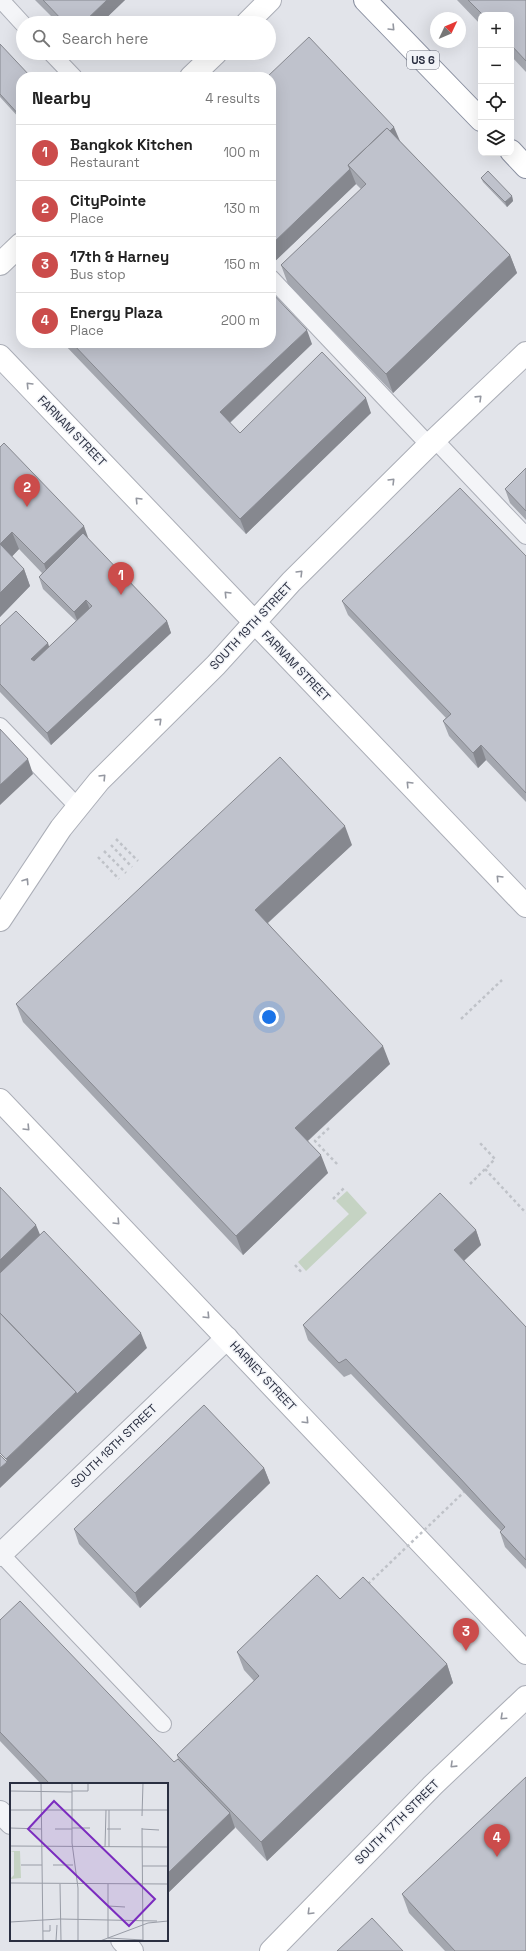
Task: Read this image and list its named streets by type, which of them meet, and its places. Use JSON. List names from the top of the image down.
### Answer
{
  "streets": {
    "main road": [
      "US 6",
      "FARNAM STREET",
      "SOUTH 19TH STREET",
      "HARNEY STREET",
      "SOUTH 17TH STREET"
    ],
    "street": ["SOUTH 18TH STREET"]
  },
  "crossings": [
    ["FARNAM STREET", "SOUTH 19TH STREET"],
    ["HARNEY STREET", "SOUTH 18TH STREET"]
  ],
  "one_way": [
    "FARNAM STREET",
    "SOUTH 19TH STREET",
    "HARNEY STREET",
    "SOUTH 17TH STREET"
  ],
  "north": "top right",
  "page": {
    "map_buttons": ["+", "−"],
    "search": "Search here",
    "heading": ["Nearby", "4 results"],
    "list": [
      {
        "mark": "1",
        "name": "Bangkok Kitchen",
        "note": "Restaurant",
        "value": "100 m"
      },
      {
        "mark": "2",
        "name": "CityPointe",
        "note": "Place",
        "value": "130 m"
      },
      {
        "mark": "3",
        "name": "17th & Harney",
        "note": "Bus stop",
        "value": "150 m"
      },
      {
        "mark": "4",
        "name": "Energy Plaza",
        "note": "Place",
        "value": "200 m"
      }
    ],
    "pins": [
      "2",
      "1",
      "3",
      "4"
    ]
  }
}
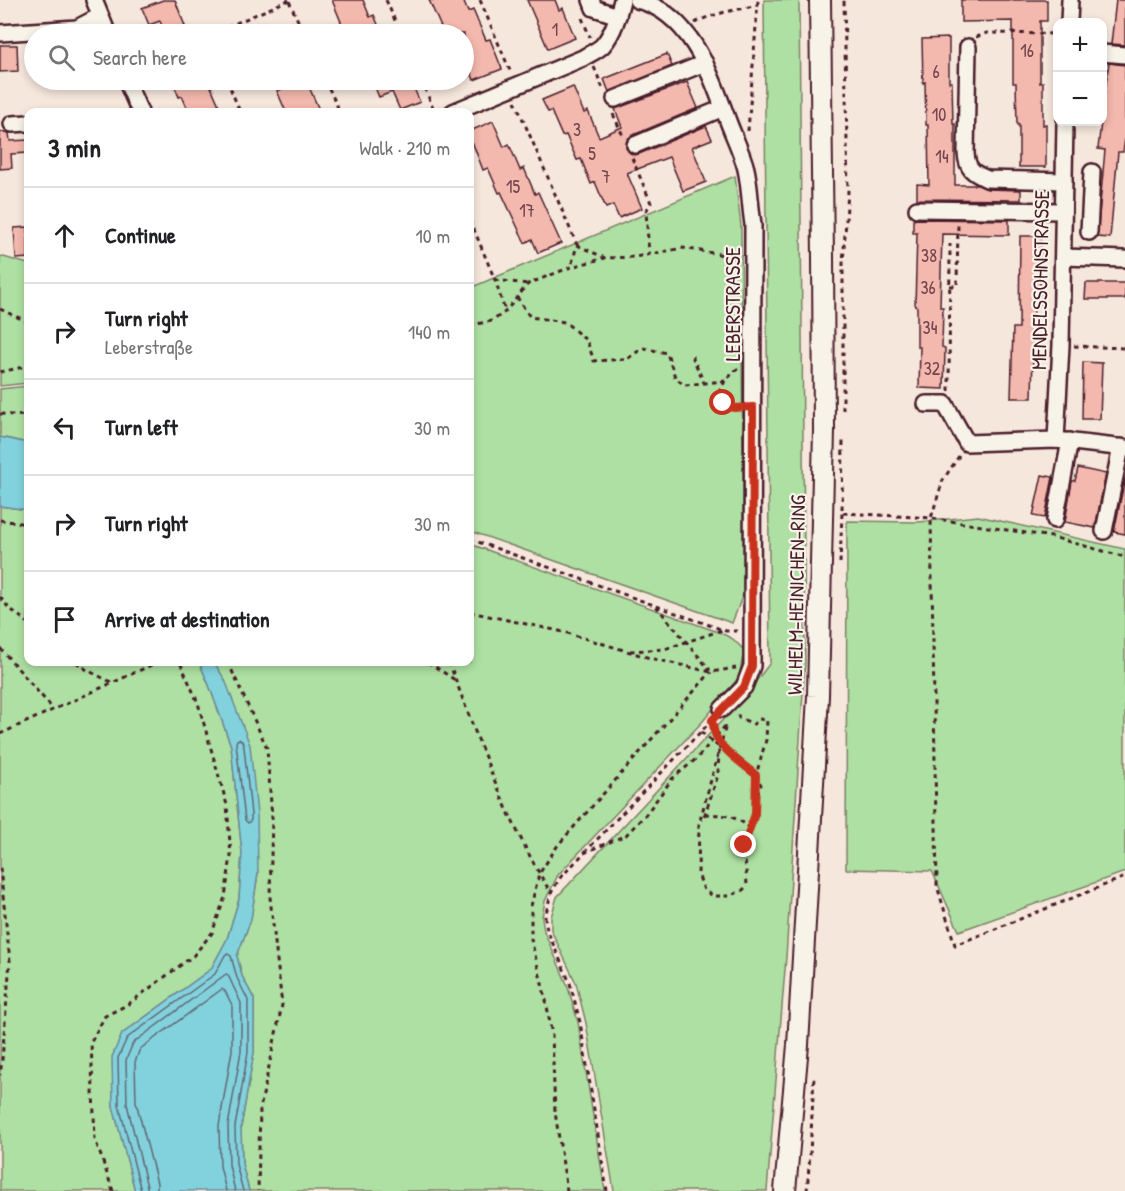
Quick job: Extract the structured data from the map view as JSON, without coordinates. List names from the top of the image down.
{
  "streets": {
    "main road": ["WILHELM-HEINICHEN-RING"],
    "street": ["MENDELSSOHNSTRASSE", "LEBERSTRASSE"]
  },
  "house_numbers": [
    "1",
    "16",
    "6",
    "10",
    "3",
    "5",
    "14",
    "7",
    "15",
    "17",
    "38",
    "36",
    "34",
    "32"
  ],
  "page": {
    "map_buttons": ["+", "−"],
    "search": "Search here",
    "heading": ["3 min", "Walk · 210 m"],
    "list": [
      ["Continue", "10 m"],
      ["Turn right", "Leberstraße", "140 m"],
      ["Turn left", "30 m"],
      ["Turn right", "30 m"],
      "Arrive at destination"
    ]
  }
}
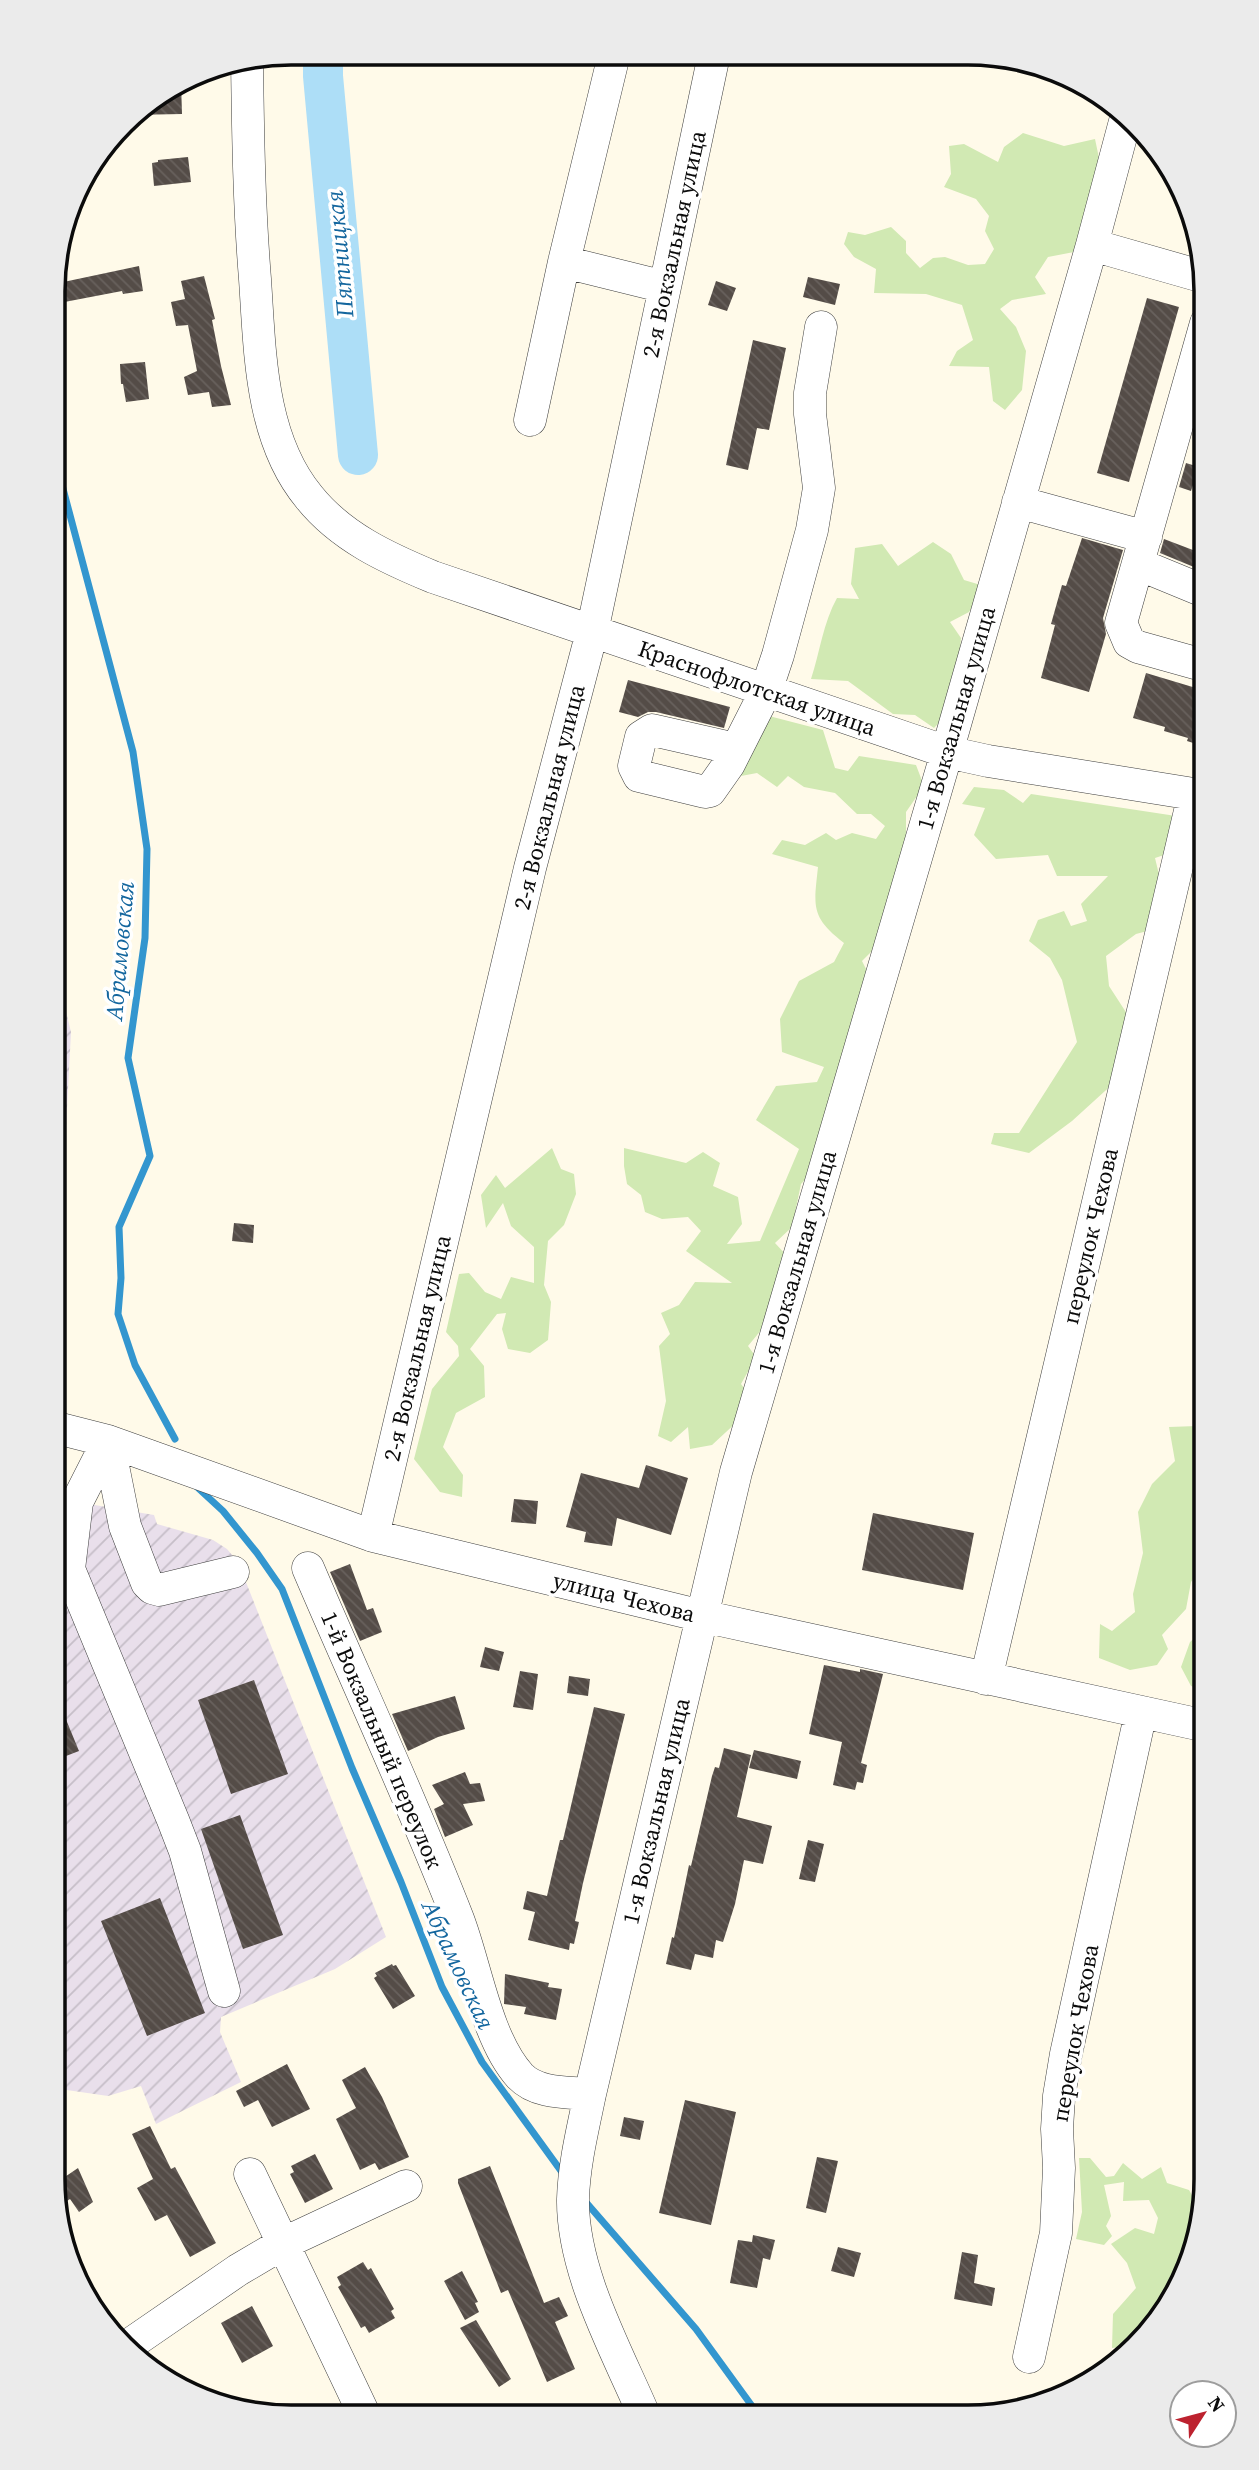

=-=-=

The full material above must be output verbatim, minus any pictures.

■ **Exercise result**
Task: Read this image and list its named streets by type, which of them meet, and its places. Use JSON. List names from the top of the image down.
### Answer
{
  "streets": {
    "main road": [
      "US 6",
      "FARNAM STREET",
      "SOUTH 19TH STREET",
      "HARNEY STREET",
      "SOUTH 17TH STREET"
    ],
    "street": ["SOUTH 18TH STREET"]
  },
  "crossings": [
    ["FARNAM STREET", "SOUTH 19TH STREET"],
    ["HARNEY STREET", "SOUTH 18TH STREET"]
  ],
  "one_way": [
    "FARNAM STREET",
    "SOUTH 19TH STREET",
    "HARNEY STREET",
    "SOUTH 17TH STREET"
  ],
  "north": "top right",
  "page": {
    "map_buttons": ["+", "−"],
    "search": "Search here",
    "heading": ["Nearby", "4 results"],
    "list": [
      {
        "mark": "1",
        "name": "Bangkok Kitchen",
        "note": "Restaurant",
        "value": "100 m"
      },
      {
        "mark": "2",
        "name": "CityPointe",
        "note": "Place",
        "value": "130 m"
      },
      {
        "mark": "3",
        "name": "17th & Harney",
        "note": "Bus stop",
        "value": "150 m"
      },
      {
        "mark": "4",
        "name": "Energy Plaza",
        "note": "Place",
        "value": "200 m"
      }
    ],
    "pins": [
      "2",
      "1",
      "3",
      "4"
    ]
  }
}
Quick job: Extract the structured data from the map view as JSON, without coordinates. List names from the top of the image down.
{
  "streets": {
    "main road": ["WILHELM-HEINICHEN-RING"],
    "street": ["MENDELSSOHNSTRASSE", "LEBERSTRASSE"]
  },
  "house_numbers": [
    "1",
    "16",
    "6",
    "10",
    "3",
    "5",
    "14",
    "7",
    "15",
    "17",
    "38",
    "36",
    "34",
    "32"
  ],
  "page": {
    "map_buttons": ["+", "−"],
    "search": "Search here",
    "heading": ["3 min", "Walk · 210 m"],
    "list": [
      ["Continue", "10 m"],
      ["Turn right", "Leberstraße", "140 m"],
      ["Turn left", "30 m"],
      ["Turn right", "30 m"],
      "Arrive at destination"
    ]
  }
}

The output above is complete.